I have some questions about the functoriality of (co)limits in $\infty$-categories, say in the framework of Lurie's Higher Topos Theory. From the general stuff about Kan-extensions (HTT 4.3.2.6) follows that taking the colimit gives a functor $\operatorname{Map}(\mathcal{C}, \mathcal{D}) \to \operatorname{Map}(\mathcal{C}^\rhd, \mathcal{D})$. But it seems to me that what one actually wants is something stronger that also takes into account maps between the diagram categories. More precisely my questions are as follows:
Where this came up is the following situation: I have two functors $f, f' \colon \mathcal I \to \mathcal J$ between (small) ordinary categories, a natural transformation $\eta \colon f \Rightarrow f'$, and a diagram $D \colon \mathcal J \to \mathcal C$ in a cocomplete $\infty$-category $\mathcal C$. Is then $f'_* \circ (D \circ \eta)_*$ homotopic to $f_*$ as maps $\operatorname{colim}_{\mathcal I} (D \circ f) \to \operatorname{colim}_{\mathcal J} D$?

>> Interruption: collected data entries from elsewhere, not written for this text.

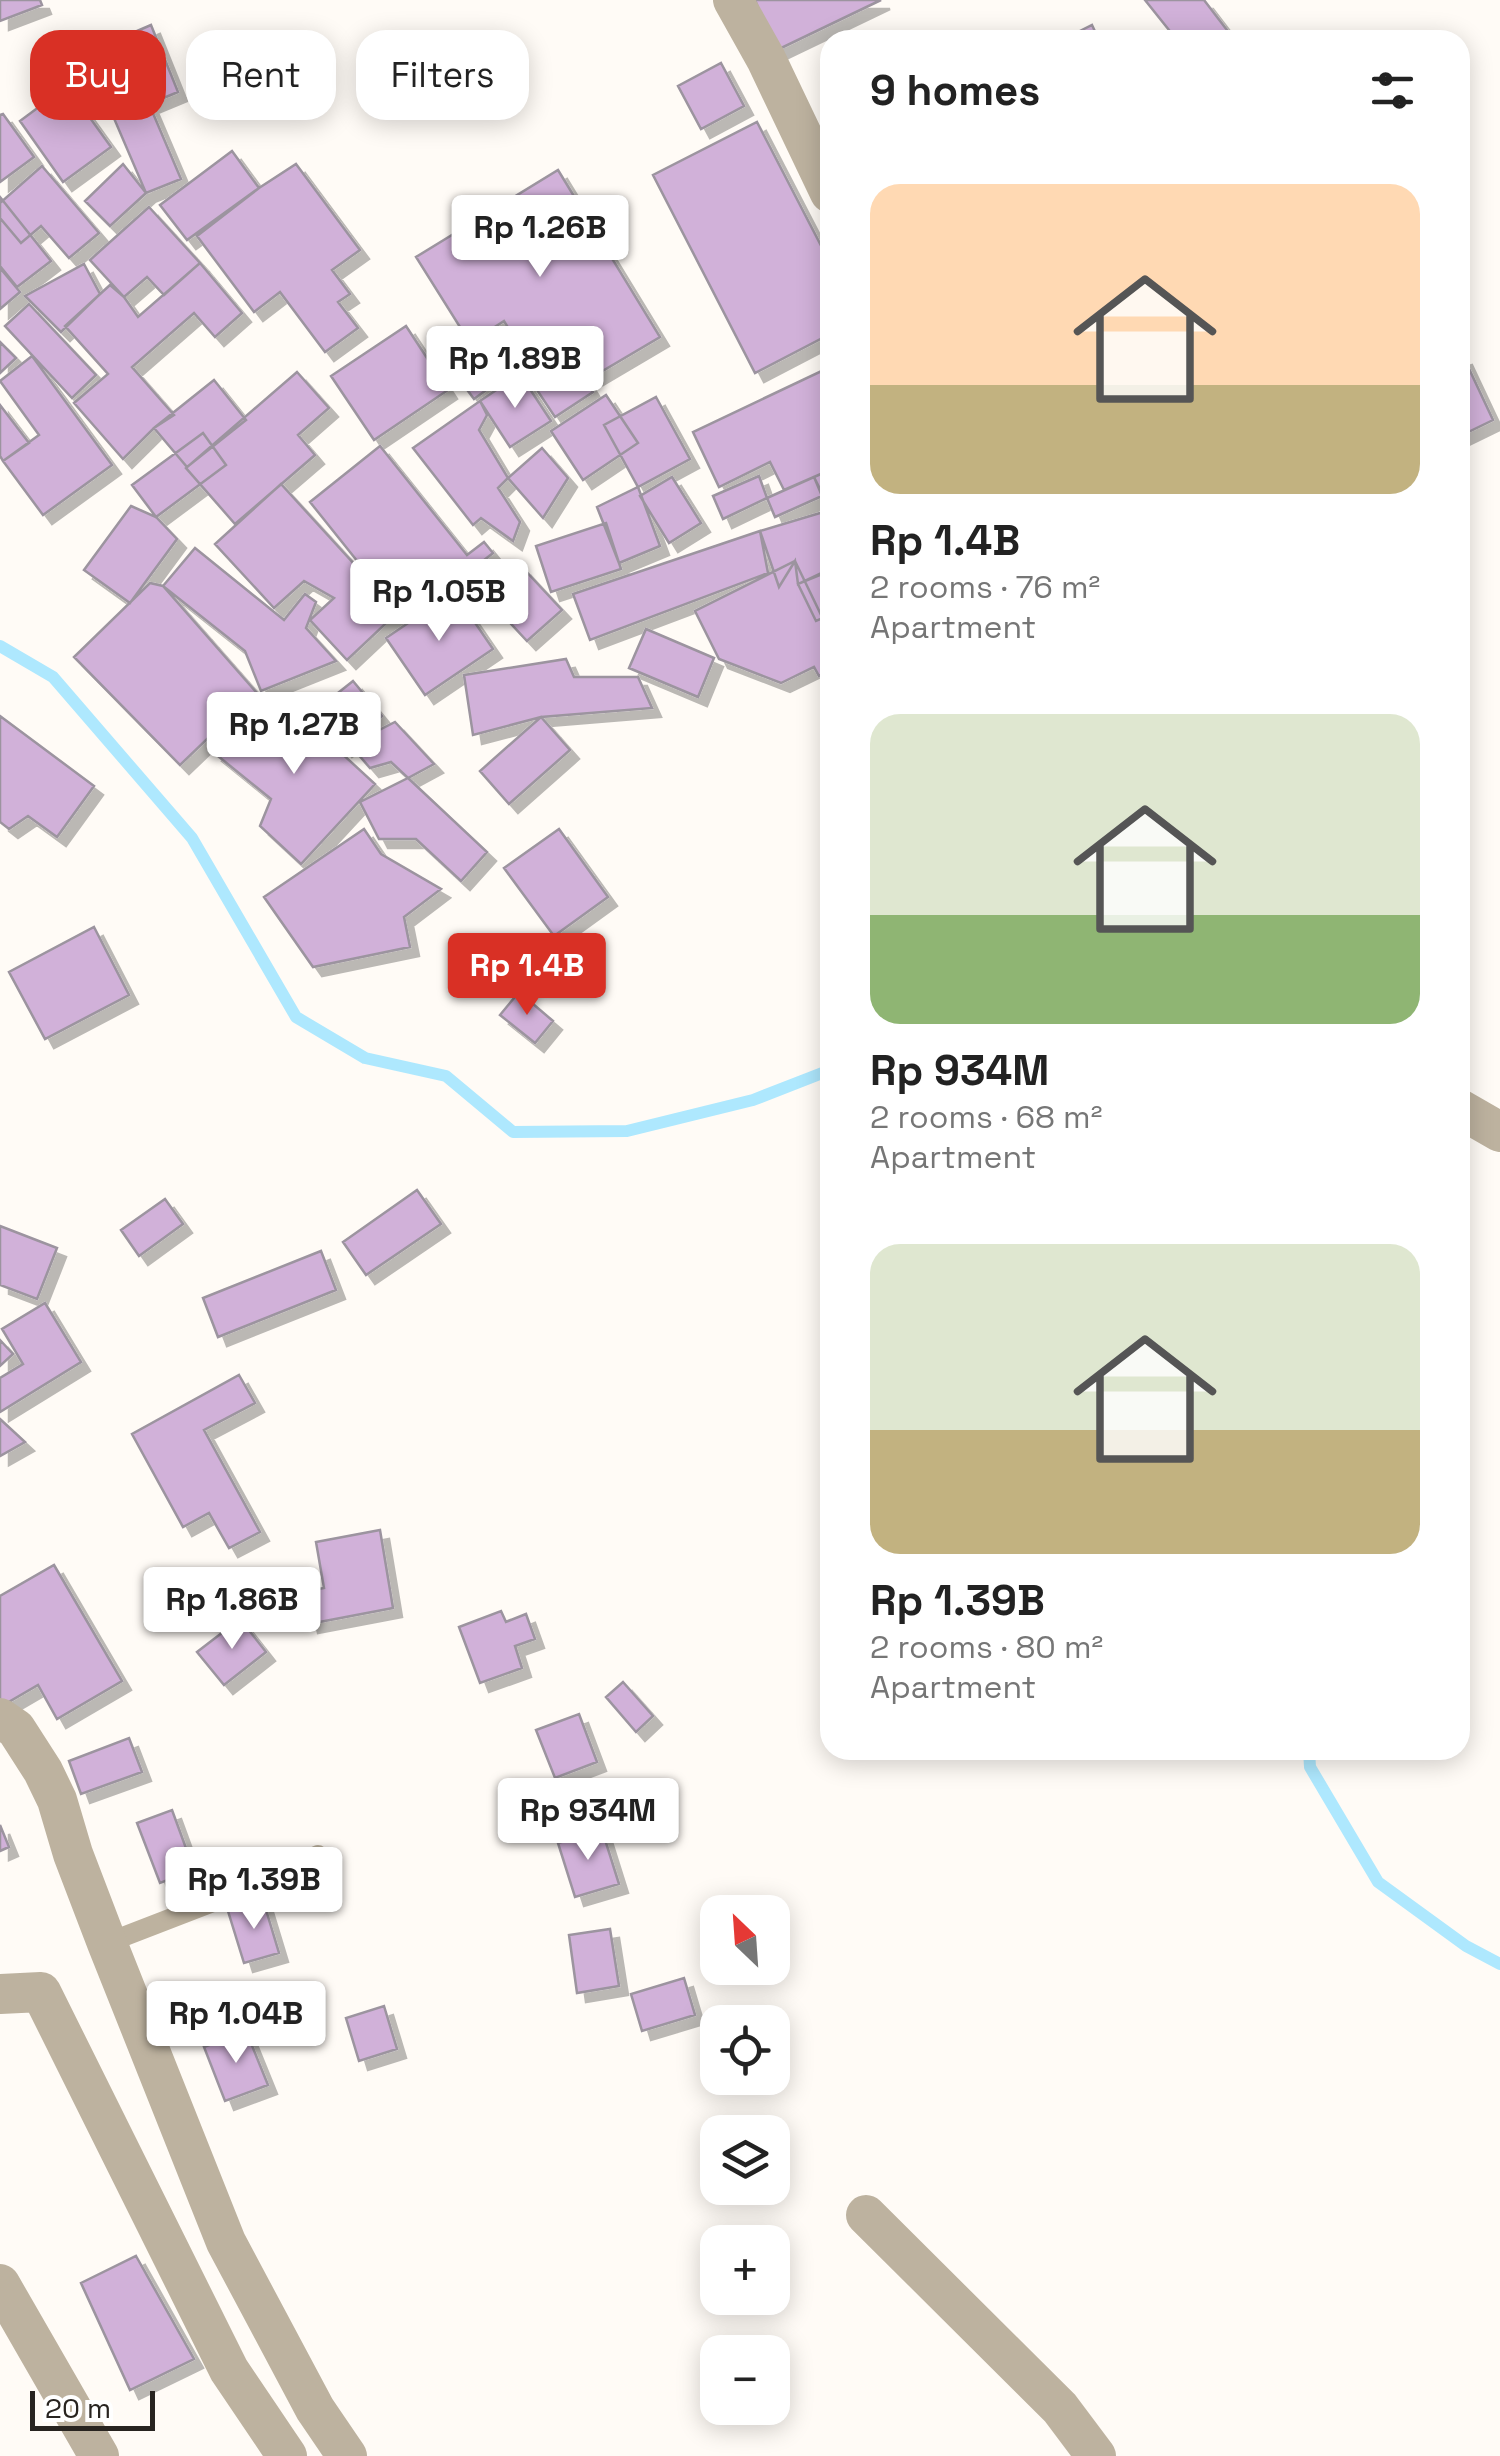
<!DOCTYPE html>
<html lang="en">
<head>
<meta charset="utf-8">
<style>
	:root { --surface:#fff; --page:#f6f6f6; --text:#222; --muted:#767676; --accent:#d93025 }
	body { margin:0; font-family:"Space Grotesk",sans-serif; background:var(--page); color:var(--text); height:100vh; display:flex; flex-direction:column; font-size:38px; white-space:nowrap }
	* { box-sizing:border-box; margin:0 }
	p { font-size:32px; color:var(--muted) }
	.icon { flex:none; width:55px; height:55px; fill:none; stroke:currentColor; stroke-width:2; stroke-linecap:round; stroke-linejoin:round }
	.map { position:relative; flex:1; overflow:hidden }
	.sheet { position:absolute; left:820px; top:30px; width:650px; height:1730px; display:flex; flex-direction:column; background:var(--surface); border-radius:30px; box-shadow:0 5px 25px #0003 }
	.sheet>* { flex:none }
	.hud { position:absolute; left:30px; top:30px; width:640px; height:90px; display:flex; gap:20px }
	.needle { width:65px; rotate:335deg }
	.fabs { position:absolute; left:700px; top:1895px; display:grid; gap:20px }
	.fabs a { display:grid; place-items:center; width:90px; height:90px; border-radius:20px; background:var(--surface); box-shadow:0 5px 25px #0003; font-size:50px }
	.scale { position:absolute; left:30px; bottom:25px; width:125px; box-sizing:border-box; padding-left:10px; border:5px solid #282420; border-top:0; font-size:28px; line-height:35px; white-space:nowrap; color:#282420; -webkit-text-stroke:8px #fff; paint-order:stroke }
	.price { position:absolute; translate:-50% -85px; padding:0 22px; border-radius:10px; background:#fff; color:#222; font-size:32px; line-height:65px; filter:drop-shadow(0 2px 5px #0008) }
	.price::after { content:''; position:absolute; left:50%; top:60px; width:30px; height:22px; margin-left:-15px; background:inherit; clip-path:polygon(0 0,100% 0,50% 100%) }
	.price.selected { background:var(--accent); color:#fff }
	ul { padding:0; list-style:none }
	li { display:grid; align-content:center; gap:20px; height:530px; padding:0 50px }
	li span { display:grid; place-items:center; height:310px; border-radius:30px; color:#555 }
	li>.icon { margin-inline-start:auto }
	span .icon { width:180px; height:180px; fill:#fffc; stroke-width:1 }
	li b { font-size:42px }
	h2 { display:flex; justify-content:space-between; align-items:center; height:120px; padding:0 50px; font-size:42px }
	.chip { padding:0 35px; border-radius:30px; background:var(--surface); box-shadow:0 5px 25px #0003; font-size:35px; line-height:90px }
	.chip.selected { background:var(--accent); color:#fff }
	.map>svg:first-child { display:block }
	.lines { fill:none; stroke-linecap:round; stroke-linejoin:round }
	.stream { stroke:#aee8fe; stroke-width:12 }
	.building { fill:#d1b1d9; stroke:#9c949f; stroke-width:2.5; filter:url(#shadow) }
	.service { stroke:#bdb29f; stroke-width:20 }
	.minor { stroke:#bdb29f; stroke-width:40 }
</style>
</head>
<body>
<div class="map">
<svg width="1500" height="2456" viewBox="0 0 1500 2456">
	<defs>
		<filter id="shadow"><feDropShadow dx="9" dy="9" stdDeviation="0" flood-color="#0004"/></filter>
	</defs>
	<rect width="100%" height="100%" fill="#fffbf6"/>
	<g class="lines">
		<path class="stream" d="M0,646l53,31 139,161 104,179 69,41 81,18 67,56 114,-1 126,-31 77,-30
			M1309,1750l1,17 68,115 88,64 34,18"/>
	</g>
	<path class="building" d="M0,0h40l2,5 -42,16z
		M755,0h126l-106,51z
		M1145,0h59l26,34 -8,6h-45z
		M151,25l27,67 -29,12 32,75 -35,14 -60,-140z
		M1092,25l7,15h-37z
		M721,63l23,43 -43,23 -23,-43z
		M67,86l44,61 -48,35 -43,-61z
		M3,114l31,43 -34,25v-67z
		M757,122l73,141v71l-75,39 -102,-198z
		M232,151l27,37 -72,52 -27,-35z
		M123,164l23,29 -36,33 -25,-25z
		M296,164l64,86 -28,20 18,24 -12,8 20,26 -33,24 -45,-60 -26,20 -57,-76 62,-48z
		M42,166l57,67 -30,25 -28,-32 -20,17 -21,-25v-15z
		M558,170l102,167 -66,39 -21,-34 -41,25 -28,-46 -34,22 -54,-86z
		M0,197l51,64 -34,26 -17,-21z
		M149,207l51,56 -36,32 -17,-18 -23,20 -34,-37z
		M200,263l42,50 -27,24 -21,-24 -62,54 42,48 -20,13 -31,31 -49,-56 34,-29 -43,-48 45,-41 14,12 14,20z
		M84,264l16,30 -39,38 -36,-36z
		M0,268l20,24 -20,17z
		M29,304l67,71 -24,23 -67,-72z
		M406,326l42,64 -74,50 -43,-64z
		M0,342l16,16 -16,15z
		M467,344l17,23 19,-14 12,16 -41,30 -29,-39z
		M32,356l80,109 -69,50 -40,-54 36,-26 -39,-54z
		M1463,356l30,64 -33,16v-79z
		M572,358l21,34 -38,25 -22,-33z
		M830,367v103l-46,20 -14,-28 -51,25 -26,-55z
		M297,372l32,36 -31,27 17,20 -80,69 -49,-56z
		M520,374l31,47 -41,26 -30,-46z
		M214,380l32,40 -59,47 -33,-39z
		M606,395l32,48 -55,37 -32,-49z
		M656,397l34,62 -52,28 -34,-62z
		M480,401l7,14 -8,15 29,48 -10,10 22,34 -7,19 -32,-23 -8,7 -60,-77z
		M0,405l29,38 -26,18 -3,-5z
		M203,433l23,32 -70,52 -24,-32z
		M380,446l87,109 17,-13 9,11 -58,46 -7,-10 -30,23 -88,-110z
		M542,448l26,30 -25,40 -35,-40z
		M830,470v39l-16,-32z
		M759,476l8,22 -44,21 -10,-23z
		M672,477l29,46 -32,20 -29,-47z
		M814,477l8,19 -47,21 -8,-19z
		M281,484l117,128 -51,48 -37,-40 24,-22 -30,-17 -30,27 -59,-64z
		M638,487l22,59 -41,17 -22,-56z
		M131,506l25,11 21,22 -47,64 -46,-33z
		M830,510v61l-32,13 -3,-23 -16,26 -19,-56z
		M606,523l15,46 -70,23 -15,-46z
		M760,531l8,42 -178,67 -17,-46z
		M195,548l89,72 21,-26 11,8 -10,26 30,33 -75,30 -16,-40 -82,-65z
		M795,561l29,60 6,-3v52l-11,6 -5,-9 -33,16 -62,-24 -24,-48z
		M522,567l40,43 -35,31 -40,-43z
		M830,569v46l-14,6 -18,-37z
		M150,583l13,3 93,106 -76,73 -106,-108z
		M454,592l39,57 -68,46 -39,-57z
		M646,629l68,29 -16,39 -69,-29z
		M566,659l8,18h64l14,31 -111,9 -68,18 -9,-60z
		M353,681l29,35 -39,32 -29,-36z
		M289,705l86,79 -74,80 -41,-38 11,-27 -58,-47 30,-37z
		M0,716l94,70 -37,51 -29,-21 -19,13 -9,-7z
		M541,717l29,33 -61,54 -29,-33z
		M395,722l39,42 -26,14 -17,-16 -21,6 -20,-23z
		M408,778l79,74 -26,29 -45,-42h-37l-19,-37z
		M364,829l17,25 60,35 -37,28 6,30 -97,20 -49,-70z
		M559,829l49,68 -54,39 -50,-68z
		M94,927l35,68 -84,44 -36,-67z
		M519,992l34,29 -18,22 -35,-28z
		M417,1190l24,34 -75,51 -23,-33z
		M165,1199l18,25 -44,32 -18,-26z
		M0,1226l57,22 -20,51 -37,-14z
		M321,1251l15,39 -118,47 -15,-39z
		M45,1303l36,59 -81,50v-34l23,-14 -21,-35z
		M0,1340l13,14 -13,12z
		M239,1375l16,28 -51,27 56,102 -31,16 -20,-35 -26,14 -51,-93z
		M0,1419l25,23 -25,14z
		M380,1530l13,78 -84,16 -6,-32 21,-4 -8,-46z
		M54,1565l68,116 -65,38 -19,-34 -38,22v-111z
		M501,1611l5,11 20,-8 9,25 -20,7 7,22 -42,15 -21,-56z
		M240,1619l26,33 -42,33 -27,-33z
		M623,1682l30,34 -17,16 -30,-35z
		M579,1714l18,48 -42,16 -19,-48z
		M129,1738l13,34 -61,22 -12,-33z
		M172,1810l22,60 -34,13 -23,-60z
		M0,1825l9,22 -9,4z
		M602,1830l17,54 -44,13 -17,-54z
		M263,1900l16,53 -35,10 -16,-52z
		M610,1929l9,57 -42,7 -8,-58z
		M684,1978l11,37 -53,16 -11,-37z
		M384,2006l13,43 -38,12 -13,-43z
		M246,2031l22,54 -43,16 -21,-54z
		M136,2256l58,103 -64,31 -49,-107z"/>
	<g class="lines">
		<path class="service" d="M107,1943l145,-56 66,-32"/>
		<path class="minor" d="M733,0l33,59 64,134
			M1460,1109l40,23
			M0,1718l16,11 27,42 14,29 16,54 34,89 119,299 89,167 32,47
			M0,1994l41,-2 188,378 58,86
			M866,2215l194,193 36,48
			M0,2284l99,172"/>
	</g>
</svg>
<div class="fabs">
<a><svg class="needle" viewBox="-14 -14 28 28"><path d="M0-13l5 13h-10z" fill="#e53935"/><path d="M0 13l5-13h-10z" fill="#767676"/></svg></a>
<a><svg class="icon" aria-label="locate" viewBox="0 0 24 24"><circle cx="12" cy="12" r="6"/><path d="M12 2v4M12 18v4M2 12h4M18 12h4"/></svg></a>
<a><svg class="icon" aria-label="layers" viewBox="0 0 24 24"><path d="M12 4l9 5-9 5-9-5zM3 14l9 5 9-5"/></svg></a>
<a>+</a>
<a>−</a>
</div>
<div class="scale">20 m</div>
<b class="price" style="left:540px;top:280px">Rp 1.26B</b>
<b class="price" style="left:515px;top:411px">Rp 1.89B</b>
<b class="price" style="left:439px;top:644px">Rp 1.05B</b>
<b class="price" style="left:294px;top:777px">Rp 1.27B</b>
<b class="price selected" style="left:527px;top:1018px">Rp 1.4B</b>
<b class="price" style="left:232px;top:1652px">Rp 1.86B</b>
<b class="price" style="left:588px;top:1863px">Rp 934M</b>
<b class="price" style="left:254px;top:1932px">Rp 1.39B</b>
<b class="price" style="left:236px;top:2066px">Rp 1.04B</b>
<div class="hud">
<a class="chip selected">Buy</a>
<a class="chip">Rent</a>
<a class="chip">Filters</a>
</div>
<section class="sheet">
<h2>9 homes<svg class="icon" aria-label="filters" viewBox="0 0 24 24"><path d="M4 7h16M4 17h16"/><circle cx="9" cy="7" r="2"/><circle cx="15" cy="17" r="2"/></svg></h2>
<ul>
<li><span style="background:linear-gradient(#ffd9b3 65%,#c2b280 0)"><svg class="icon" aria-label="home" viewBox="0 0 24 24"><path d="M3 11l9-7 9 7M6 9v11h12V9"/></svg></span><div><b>Rp 1.4B</b><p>2 rooms · 76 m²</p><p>Apartment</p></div></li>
<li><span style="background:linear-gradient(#dfe7d0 65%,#8fb573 0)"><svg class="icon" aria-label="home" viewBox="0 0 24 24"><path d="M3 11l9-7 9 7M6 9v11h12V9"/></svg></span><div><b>Rp 934M</b><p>2 rooms · 68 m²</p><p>Apartment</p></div></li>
<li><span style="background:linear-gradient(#dfe7d0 60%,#c2b280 0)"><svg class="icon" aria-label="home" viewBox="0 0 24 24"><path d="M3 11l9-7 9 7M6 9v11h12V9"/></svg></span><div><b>Rp 1.39B</b><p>2 rooms · 80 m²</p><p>Apartment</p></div></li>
</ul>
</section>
</div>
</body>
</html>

The above seems like it should be a small part of a much more general statement. Namely that there is a functor $(\mathbf{Cat}_\infty)_{/\mathcal{C}} \to \mathcal{C}$ given by taking the colimit (or something more sophisticated also taking into account the cones), where we consider $\mathbf{Cat}_\infty$ as an $(\infty, 2)$-category such that $(\mathbf{Cat}_\infty)_{/\mathcal{C}}$ becomes an $(\infty, 1)$-category (here we probably need to be a little careful in which direction the 2-cells are pointing, which should depend on whether we are looking at colimits or limits).
Do these statements make sense and if so, are they true? Furthermore, are they implied by statements in HTT? I tried to look through the book, but the only thing I found that relates to these questions is 4.2.2.7 and I don't see how to extract statements as above from this.
EDIT: As noted by Dylan Wilson in the comments 2. is part of a paper by Mazel-Gee. However, I don't see how that version of the statement implies 1. since it seems to me that the diagram corresponding to 1. does not commute in Mazel-Gee's $\mathcal Lax(\mathcal C)$ which is the domain of the global colimit functor for $\mathcal C$ constructed there.